Remote Storage and the Enterprise

A subject which keeps reoccurring in our technical circles is the notion of having us our stuff in the ‘cloud‘. Buzzword Bingo aside – what we are really talking about is Remote Storage and Outsourced Software as a Service (SaaS).  I will focus on outsourced Software as a Service (SaaS) including Azure and Amazon Web Services in a future post but lets delve into notion of cloud storage and my own personal take on it.

A bit of history first of Cloud Storage.

When most people think of remote storage or cloud storage. What word comes immediately to mind? Dropbox?

Yes? And in the general public the perception is that Dropbox is the first to market and that Google (Google Drive) and Microsoft (SkyDrive) and Apple (ICloud) are copying off.

iclouddropbox googledrive  skydrive2

 

 

What most people do not know is that the Microsoft Cloud drive product SkyDrive was previously known as Windows Live Folders and originated in around August 2007.  Yep, it actually predates Dropbox by about a year. Google Drive by 5 years and Apple’s iCloud by 4 years.  Of course and as usual, Microsoft isn’t the best company in the world at marketing its products, especially to the mass market user.

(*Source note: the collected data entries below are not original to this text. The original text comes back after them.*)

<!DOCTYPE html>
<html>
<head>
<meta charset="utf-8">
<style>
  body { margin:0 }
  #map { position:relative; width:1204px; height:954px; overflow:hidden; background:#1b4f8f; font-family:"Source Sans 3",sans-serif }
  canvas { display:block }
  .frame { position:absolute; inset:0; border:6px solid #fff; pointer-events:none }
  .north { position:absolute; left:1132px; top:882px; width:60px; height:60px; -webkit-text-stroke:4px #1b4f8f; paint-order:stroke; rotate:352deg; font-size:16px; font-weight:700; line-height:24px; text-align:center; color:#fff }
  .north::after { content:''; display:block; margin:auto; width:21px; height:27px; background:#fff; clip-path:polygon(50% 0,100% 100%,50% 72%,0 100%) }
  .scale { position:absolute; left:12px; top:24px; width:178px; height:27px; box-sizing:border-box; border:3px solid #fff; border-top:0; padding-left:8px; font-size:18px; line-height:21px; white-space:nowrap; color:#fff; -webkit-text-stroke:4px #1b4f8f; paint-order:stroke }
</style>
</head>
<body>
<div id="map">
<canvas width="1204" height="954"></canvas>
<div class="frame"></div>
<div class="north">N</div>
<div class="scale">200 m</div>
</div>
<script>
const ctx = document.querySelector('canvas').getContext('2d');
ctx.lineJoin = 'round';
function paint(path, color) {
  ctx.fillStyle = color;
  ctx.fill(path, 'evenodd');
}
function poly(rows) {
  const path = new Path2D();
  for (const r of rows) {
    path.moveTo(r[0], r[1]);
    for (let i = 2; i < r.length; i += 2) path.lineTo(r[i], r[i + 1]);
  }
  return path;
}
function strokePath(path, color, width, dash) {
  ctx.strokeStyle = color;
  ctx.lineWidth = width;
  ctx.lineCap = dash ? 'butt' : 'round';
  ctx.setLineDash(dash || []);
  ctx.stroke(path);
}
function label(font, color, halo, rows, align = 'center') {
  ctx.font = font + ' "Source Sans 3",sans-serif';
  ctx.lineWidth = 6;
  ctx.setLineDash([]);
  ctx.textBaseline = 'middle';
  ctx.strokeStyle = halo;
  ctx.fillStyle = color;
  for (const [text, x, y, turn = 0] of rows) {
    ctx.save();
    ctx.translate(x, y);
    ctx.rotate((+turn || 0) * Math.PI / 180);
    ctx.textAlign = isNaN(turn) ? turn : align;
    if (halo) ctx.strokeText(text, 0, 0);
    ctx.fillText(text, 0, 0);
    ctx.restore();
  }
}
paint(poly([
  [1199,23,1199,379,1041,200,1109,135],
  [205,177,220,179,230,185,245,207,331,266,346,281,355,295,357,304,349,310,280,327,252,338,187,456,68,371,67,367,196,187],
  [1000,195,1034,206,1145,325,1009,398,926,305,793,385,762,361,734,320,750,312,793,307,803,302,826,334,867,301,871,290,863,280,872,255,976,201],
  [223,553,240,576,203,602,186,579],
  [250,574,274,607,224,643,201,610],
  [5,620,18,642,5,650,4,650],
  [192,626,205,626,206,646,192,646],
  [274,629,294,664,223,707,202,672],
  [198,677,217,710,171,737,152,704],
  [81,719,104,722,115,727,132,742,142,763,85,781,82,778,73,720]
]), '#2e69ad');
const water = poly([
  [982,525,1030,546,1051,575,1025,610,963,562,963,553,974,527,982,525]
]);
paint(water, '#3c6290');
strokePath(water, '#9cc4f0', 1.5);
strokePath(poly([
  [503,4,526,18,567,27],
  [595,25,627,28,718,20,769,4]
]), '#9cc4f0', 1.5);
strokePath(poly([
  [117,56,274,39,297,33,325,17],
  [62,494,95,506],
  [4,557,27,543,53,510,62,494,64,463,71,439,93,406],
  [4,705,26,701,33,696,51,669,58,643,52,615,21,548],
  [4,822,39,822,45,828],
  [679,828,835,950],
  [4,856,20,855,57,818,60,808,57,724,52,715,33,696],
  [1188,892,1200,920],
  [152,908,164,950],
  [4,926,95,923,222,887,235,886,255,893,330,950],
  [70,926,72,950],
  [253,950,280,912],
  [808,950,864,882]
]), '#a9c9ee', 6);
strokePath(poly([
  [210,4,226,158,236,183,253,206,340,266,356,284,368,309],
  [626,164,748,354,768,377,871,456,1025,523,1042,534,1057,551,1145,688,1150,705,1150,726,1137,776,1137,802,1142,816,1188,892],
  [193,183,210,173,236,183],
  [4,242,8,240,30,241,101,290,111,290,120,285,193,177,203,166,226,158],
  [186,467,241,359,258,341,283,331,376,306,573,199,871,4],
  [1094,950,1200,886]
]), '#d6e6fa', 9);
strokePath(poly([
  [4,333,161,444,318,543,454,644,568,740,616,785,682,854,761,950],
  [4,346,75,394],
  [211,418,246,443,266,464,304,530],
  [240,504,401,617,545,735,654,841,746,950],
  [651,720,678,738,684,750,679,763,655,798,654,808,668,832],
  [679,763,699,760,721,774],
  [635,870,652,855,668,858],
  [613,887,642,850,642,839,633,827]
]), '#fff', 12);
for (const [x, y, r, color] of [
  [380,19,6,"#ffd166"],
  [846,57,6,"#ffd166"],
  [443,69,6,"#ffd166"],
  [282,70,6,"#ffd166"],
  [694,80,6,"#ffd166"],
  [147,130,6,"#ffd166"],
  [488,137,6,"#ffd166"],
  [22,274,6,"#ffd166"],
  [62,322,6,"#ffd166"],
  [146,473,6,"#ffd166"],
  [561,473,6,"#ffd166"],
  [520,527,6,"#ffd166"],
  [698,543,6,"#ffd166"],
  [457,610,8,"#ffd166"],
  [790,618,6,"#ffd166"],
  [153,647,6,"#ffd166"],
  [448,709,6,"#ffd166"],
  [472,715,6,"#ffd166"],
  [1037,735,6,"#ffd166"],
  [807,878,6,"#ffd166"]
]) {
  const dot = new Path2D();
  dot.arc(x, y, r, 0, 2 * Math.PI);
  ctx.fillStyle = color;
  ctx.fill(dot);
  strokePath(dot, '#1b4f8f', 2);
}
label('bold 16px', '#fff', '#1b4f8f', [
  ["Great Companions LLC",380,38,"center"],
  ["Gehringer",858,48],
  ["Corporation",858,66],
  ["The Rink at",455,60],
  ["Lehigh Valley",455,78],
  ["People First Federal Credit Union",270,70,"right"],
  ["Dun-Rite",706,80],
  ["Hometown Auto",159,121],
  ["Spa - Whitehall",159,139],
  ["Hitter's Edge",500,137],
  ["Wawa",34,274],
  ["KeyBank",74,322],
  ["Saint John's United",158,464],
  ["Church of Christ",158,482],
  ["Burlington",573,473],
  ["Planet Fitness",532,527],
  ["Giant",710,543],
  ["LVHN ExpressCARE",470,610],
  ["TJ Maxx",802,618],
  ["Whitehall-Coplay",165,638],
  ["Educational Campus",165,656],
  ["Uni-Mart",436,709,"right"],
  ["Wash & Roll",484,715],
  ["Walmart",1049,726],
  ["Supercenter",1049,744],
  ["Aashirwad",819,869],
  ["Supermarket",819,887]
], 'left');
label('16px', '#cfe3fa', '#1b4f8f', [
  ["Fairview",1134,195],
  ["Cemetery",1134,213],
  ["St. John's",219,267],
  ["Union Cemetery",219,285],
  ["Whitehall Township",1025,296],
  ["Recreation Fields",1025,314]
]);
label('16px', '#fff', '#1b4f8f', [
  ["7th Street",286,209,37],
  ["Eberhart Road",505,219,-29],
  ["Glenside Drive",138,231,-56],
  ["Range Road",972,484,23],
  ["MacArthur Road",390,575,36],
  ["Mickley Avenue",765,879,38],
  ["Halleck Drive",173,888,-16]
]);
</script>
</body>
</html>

WindowsLiveFolders01I find this remote storage is all wonderful for personal use. Hell, I use it and it helps me to have my flight details/PDF’s and general writing shared across application and hardware boundaries.   It’s great for that.  It’s situational, and for many (i.e. small to medium sizes businesses, its definitely a cost effective solution. But when it comes to national interests such as oil and gas. Then I have an open and complete distrust of the notion of large scale enterprise allowing their finalized documents or files to be outsourced and managed elsewhere.  This is without even counting the USA/ Snowden / NSA recent issues of outsiders looking at your data.

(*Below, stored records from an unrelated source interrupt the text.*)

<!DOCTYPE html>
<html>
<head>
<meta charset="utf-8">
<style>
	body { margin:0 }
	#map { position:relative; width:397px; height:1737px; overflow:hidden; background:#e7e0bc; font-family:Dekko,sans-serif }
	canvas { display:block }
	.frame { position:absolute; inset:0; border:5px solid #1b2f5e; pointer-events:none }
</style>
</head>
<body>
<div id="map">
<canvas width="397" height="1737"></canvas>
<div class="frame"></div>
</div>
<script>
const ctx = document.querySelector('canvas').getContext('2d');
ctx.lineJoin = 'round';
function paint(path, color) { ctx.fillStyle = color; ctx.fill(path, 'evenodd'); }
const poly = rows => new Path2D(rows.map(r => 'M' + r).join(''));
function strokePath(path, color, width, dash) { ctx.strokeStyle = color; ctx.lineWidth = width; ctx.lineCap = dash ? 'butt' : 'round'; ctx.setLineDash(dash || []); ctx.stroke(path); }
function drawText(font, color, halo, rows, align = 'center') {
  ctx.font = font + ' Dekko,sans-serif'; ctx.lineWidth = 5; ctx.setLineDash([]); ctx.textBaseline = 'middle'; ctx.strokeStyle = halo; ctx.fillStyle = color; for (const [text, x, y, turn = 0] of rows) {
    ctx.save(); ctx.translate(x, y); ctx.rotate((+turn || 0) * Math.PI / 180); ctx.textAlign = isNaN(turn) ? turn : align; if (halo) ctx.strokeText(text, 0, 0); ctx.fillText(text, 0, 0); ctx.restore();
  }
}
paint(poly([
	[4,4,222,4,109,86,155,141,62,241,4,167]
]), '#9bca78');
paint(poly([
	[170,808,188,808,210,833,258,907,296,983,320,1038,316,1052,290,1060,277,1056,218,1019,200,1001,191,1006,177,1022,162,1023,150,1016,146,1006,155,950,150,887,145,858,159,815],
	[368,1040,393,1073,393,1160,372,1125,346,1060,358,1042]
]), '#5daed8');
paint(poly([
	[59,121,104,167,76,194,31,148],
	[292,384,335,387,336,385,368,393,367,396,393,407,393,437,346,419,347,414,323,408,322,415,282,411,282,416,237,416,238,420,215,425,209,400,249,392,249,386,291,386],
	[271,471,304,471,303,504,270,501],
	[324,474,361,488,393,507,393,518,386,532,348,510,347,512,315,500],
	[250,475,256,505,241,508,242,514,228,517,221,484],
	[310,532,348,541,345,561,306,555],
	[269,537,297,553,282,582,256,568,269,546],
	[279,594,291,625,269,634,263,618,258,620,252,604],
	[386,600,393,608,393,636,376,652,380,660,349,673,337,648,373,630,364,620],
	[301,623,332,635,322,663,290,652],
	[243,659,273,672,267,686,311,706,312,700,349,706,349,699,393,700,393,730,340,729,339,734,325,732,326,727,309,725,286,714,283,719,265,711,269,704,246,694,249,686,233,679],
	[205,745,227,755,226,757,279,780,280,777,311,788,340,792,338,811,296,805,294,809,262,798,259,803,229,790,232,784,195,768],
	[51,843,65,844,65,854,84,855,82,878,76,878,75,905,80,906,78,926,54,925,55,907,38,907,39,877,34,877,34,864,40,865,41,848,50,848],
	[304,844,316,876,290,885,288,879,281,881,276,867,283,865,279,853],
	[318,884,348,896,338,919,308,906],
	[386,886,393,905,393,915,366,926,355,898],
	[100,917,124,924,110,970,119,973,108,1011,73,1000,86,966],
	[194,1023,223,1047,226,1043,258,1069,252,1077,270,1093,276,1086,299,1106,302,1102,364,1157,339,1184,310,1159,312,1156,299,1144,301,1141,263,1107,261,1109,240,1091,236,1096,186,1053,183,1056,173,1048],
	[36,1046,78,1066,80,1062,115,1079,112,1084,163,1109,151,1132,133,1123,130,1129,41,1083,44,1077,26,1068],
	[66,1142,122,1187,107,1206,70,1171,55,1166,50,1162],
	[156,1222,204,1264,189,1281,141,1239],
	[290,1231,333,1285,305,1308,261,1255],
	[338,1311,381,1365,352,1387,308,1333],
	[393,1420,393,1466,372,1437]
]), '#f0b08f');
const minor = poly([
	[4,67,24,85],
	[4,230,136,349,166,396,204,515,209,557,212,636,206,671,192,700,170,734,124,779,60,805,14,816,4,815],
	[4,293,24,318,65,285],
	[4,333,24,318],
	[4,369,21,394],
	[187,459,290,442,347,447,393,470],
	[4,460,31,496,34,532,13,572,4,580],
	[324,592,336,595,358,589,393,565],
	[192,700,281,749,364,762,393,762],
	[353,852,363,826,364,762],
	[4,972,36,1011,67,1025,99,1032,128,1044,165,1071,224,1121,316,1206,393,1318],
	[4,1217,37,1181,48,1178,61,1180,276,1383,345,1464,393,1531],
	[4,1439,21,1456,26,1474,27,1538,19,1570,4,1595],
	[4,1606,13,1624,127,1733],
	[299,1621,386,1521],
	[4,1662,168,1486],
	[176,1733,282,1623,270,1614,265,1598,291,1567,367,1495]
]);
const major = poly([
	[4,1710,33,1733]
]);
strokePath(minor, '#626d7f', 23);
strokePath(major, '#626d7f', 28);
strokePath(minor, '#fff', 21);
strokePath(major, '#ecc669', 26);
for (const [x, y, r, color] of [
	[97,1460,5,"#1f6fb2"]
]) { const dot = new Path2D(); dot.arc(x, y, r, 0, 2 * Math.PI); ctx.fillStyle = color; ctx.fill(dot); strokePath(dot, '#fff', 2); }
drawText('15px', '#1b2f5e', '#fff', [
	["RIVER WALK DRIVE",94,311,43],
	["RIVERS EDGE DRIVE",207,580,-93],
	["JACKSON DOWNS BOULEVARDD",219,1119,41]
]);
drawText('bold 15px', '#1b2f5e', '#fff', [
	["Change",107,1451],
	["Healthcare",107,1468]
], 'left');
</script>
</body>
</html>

I would not want another link in the chain outside of my control. Saving a few dollars in the short term means being at the mercy of third parties integrity. Yes I know the marketing budget of these companies want to provide this as part of their future subscription based business model.  Serves their hosting purpose but doesn’t assist ours.

For example:-

  • When it comes to large scale enterprises like Oil and Gas, where each country has different legal requirements for auditing and security. Legally what is the jurisdiction of control? I’m sure this is different on a per country basis.
  • Does XCountry really want their confidential political and financial production specific files to be kept outside the country? Open to investigate and inspection by which ever Country is hosting?
  • In most places where this Oil to be found, the ICT infrastructure  is years away from fast reliable internet. Always on, doesn’t fit outside the Mega technical hubs of USA, Korea, UK.
  • Security. How do you control people, outside of your organization? or in turn their subcontractors.  Snowden was a outsourced contractor who by all accounts used service account permissions to access secure data.
  • When something goes wrong, it is another link or step in the chain of fault finding. If you had all of your intranet and storage hosted in a bright new shiny outsourced data center in London or even Mumbai but your company was based in Tadzhikistan, when the connection goes down (this is the real world. It does – even if you have a backup with less capacity – things happen) then the business cannot work.ictsecurity3

In short. My opinion is: – If you don’t control it.. YOU don’t control I.T.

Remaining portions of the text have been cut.